2. May the god who I do not know relent.
3. May the goddess who I do not know relent.
4. May whichever god relent.
5. May whichever goddess relent.
6. May the heart of my god relent.
7. May the heart of my goddess relent.
8. May (both) god and goddess relent.
9. May the god who is angry with me relent.
10. May the goddess who is angry with me relent.
19. I broke my god’s taboo in ignorance.
20. I crossed my goddess’s bounds in ignorance.
21. O lord, my wrongs are many, great are my sins.
22. O my god, my wrongs are many, great are my sins.
23. O my goddess, my wrongs are many, great are my sins.
24. O whichever god, my wrongs are many, great are my sins.
25. O whichever goddess, my wrongs are many, great are my sins.

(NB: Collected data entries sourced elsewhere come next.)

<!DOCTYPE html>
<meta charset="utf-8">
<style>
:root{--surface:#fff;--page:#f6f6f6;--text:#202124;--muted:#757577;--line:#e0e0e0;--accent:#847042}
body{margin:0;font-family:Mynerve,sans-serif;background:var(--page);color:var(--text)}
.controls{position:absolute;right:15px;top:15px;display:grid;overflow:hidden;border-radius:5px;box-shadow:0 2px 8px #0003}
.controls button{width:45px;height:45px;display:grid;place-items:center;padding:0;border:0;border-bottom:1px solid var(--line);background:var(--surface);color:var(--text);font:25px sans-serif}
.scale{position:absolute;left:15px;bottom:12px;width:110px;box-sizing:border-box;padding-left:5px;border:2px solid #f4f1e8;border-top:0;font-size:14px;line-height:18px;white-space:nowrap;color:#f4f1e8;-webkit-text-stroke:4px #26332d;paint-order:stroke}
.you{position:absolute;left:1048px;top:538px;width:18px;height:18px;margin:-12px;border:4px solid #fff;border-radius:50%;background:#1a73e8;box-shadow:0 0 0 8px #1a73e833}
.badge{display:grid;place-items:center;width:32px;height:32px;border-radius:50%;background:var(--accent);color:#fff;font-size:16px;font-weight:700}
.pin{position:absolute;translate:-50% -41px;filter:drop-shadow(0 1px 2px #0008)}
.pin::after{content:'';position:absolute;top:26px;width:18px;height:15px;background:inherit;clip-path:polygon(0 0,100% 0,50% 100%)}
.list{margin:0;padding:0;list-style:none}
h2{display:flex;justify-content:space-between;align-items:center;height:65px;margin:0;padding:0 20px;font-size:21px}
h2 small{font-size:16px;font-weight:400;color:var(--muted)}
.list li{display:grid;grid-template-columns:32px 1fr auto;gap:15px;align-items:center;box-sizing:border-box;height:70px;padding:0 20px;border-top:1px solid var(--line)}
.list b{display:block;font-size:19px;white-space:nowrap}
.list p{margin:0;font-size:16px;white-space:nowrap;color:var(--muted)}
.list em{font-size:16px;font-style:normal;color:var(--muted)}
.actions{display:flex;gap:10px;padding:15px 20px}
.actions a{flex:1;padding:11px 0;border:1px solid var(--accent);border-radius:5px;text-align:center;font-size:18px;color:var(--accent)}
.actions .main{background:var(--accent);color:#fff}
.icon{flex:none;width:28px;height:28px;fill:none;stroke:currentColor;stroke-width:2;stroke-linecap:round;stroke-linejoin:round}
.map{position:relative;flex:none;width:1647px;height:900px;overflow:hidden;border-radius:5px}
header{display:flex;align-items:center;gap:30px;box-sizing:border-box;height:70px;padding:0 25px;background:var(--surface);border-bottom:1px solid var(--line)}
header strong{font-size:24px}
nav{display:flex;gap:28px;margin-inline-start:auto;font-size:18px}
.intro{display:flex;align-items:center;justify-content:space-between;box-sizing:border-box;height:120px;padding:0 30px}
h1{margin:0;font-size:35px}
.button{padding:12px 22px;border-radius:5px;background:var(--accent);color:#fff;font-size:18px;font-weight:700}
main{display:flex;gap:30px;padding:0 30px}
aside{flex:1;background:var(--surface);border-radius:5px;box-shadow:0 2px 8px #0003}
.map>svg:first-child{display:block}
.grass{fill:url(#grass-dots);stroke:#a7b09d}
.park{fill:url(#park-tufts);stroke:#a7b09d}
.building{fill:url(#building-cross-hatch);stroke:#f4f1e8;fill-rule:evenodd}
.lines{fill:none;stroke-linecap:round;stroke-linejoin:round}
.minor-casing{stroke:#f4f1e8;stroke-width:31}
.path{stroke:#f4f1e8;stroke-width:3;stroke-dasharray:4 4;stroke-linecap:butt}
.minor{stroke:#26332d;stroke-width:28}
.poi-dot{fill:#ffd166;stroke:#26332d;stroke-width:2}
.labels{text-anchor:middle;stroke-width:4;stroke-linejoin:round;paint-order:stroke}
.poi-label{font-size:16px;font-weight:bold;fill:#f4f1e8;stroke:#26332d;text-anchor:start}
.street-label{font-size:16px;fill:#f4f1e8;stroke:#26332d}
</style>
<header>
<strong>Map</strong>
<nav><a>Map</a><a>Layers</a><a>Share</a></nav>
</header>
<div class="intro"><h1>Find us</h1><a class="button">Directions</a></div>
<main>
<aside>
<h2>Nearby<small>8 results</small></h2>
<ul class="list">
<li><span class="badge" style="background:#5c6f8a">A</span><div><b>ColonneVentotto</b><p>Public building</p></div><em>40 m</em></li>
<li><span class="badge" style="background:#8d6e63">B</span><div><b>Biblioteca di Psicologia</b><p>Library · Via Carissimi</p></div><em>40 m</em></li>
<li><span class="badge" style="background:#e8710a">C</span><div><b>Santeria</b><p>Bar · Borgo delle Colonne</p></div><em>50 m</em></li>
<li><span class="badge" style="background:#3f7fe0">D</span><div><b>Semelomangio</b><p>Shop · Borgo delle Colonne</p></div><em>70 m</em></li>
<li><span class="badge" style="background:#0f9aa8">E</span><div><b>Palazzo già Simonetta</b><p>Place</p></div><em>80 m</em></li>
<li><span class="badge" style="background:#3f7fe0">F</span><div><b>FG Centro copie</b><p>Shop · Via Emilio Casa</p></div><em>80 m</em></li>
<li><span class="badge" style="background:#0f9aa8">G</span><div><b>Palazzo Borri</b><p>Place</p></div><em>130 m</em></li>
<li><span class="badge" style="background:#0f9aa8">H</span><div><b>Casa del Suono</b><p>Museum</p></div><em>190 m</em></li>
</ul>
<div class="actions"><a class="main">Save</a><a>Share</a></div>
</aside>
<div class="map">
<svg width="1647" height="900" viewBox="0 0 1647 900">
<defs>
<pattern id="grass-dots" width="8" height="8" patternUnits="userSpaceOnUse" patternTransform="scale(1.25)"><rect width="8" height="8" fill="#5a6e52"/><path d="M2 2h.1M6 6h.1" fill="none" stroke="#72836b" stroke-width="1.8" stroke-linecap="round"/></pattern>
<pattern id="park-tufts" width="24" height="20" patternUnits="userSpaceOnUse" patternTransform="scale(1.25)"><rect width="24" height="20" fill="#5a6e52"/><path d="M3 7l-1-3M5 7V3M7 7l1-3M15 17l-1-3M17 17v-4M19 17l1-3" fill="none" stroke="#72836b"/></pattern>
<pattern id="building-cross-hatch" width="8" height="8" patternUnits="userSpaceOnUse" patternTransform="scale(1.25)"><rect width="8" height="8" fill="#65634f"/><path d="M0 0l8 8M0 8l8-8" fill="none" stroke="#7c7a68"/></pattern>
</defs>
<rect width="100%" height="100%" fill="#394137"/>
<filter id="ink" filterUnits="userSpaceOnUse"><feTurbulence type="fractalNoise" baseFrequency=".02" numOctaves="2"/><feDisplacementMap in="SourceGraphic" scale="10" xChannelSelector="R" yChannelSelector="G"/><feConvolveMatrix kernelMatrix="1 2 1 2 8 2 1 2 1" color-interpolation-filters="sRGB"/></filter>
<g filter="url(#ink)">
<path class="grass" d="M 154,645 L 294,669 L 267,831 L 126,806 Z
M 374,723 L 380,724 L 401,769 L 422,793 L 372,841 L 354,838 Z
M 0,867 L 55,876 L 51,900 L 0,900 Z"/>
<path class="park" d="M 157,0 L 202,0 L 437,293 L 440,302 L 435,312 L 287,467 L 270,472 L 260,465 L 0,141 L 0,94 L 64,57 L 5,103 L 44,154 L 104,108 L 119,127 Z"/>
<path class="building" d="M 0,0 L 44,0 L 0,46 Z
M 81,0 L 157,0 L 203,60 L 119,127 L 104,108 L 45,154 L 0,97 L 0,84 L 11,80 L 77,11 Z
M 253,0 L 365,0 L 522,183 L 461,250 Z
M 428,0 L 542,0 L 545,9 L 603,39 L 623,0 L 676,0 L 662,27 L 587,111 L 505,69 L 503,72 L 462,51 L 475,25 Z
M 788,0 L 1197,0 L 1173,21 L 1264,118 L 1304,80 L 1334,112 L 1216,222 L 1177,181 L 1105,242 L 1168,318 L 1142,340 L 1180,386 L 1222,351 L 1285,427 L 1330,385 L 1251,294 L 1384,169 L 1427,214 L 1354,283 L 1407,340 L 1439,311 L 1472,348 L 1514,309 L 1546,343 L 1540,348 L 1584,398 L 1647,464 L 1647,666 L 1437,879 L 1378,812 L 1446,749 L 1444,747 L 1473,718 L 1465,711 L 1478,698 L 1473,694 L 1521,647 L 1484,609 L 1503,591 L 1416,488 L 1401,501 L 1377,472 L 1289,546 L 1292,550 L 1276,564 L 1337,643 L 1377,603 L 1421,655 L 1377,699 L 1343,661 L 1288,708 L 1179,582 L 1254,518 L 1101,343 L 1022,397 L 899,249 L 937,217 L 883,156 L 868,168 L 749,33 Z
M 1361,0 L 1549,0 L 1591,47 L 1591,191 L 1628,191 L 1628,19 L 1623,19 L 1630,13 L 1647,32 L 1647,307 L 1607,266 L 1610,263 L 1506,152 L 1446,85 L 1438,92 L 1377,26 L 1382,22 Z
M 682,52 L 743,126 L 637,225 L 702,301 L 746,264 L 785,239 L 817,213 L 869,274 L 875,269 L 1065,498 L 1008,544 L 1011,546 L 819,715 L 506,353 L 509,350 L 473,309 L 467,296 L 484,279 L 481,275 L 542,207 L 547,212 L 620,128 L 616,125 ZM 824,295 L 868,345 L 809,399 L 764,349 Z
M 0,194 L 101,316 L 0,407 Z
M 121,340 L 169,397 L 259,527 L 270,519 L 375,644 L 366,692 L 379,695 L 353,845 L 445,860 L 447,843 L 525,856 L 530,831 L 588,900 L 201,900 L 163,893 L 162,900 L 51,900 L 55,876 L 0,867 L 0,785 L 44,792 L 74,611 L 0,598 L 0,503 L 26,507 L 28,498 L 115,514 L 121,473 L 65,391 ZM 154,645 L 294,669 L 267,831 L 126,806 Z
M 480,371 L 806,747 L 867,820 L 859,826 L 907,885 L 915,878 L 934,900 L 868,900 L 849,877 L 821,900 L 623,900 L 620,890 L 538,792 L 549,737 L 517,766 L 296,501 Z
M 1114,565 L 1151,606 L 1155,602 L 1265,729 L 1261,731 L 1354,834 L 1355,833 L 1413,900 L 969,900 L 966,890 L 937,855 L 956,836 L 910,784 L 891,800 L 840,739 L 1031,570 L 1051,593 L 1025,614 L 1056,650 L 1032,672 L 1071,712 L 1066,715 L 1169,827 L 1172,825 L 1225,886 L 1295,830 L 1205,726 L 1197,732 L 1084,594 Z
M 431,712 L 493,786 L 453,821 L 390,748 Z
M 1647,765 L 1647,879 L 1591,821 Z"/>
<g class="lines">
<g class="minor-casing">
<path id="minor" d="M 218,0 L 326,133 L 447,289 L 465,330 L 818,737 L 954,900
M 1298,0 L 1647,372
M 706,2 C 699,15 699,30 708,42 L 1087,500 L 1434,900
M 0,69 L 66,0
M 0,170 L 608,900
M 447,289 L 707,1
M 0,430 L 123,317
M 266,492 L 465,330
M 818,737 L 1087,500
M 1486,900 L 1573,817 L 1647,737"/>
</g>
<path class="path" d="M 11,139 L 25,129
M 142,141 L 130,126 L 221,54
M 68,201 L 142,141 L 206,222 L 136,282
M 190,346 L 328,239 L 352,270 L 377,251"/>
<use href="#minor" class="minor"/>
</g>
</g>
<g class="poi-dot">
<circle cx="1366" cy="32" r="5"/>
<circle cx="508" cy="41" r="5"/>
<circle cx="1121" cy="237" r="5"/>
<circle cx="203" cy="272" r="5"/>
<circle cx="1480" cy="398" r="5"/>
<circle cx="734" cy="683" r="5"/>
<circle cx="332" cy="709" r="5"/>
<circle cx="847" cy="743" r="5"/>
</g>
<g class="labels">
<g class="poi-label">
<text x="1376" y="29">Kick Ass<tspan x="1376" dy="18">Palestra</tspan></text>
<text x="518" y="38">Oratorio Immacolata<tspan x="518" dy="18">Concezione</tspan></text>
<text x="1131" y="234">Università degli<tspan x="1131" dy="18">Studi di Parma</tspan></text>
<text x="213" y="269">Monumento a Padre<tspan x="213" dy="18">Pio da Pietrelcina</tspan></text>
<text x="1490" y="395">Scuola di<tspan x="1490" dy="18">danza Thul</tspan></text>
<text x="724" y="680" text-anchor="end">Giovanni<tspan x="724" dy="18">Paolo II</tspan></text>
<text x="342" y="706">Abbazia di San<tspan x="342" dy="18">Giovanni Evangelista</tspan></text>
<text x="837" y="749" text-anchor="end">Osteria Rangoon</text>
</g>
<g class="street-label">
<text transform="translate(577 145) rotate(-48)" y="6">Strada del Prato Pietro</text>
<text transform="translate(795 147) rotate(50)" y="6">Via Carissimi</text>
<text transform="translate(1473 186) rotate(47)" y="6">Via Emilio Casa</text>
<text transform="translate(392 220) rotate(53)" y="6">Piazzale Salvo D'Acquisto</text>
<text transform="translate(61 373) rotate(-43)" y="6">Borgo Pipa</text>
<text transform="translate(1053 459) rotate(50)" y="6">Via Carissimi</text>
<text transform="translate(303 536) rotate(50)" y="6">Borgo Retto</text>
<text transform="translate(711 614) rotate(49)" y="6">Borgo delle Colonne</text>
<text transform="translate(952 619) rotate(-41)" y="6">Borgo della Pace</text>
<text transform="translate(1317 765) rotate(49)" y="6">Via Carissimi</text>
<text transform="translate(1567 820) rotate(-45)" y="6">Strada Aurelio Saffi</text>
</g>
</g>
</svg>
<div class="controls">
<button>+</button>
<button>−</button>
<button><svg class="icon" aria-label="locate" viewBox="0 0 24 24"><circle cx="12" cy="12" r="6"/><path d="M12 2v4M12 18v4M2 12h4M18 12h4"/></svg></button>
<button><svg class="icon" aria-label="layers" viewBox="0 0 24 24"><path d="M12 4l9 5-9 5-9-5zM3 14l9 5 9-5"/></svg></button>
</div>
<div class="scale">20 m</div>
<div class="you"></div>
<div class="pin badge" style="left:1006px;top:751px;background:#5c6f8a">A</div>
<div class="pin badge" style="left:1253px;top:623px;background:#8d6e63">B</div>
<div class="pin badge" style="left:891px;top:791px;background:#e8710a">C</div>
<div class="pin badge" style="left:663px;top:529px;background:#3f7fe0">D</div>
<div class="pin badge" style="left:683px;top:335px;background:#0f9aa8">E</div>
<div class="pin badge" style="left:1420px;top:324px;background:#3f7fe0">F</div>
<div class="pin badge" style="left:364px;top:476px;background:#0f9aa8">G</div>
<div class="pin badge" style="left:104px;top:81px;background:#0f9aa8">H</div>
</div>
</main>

26. The wrong which I did, I do not know.
41. To whichever god, return to me, I implore you (lit., I speak a petition)!
Can you hear the author’s desperation and despair? Can you feel the uncertainty and helplessness? The gods of that time period were distant and unknown (“O whichever god…”).
But not so with our God. Not so with the God of Israel. He gave Torah. He revealed His character, His expectations and His grace.
"See, I [Moses] have taught you statutes and judgments just as the LORD my God commanded me, that you should do thus in the land where you are entering to possess it. "So keep and do them, for that is your wisdom and your understanding in the sight of the peoples who will hear all these statutes and say, 'Surely this great nation is a wise and understanding people.' "For what great nation is there that has a god so near to it as is the LORD our God whenever we call on Him?"
-- Deut 4:5-7 NASB
Torah is God’s instruction to His people. Torah is designed to draw the world to God. God wants to dwell with His people. He did in the God-man Jesus Christ and He does still in His Spirit. He will dwell with His people forever in eternity (Revelation 21:3-4). We have a relational God who reconciles the world to Himself through the offering of His abundant grace. Our God is known and can be known. That has not changed and never will.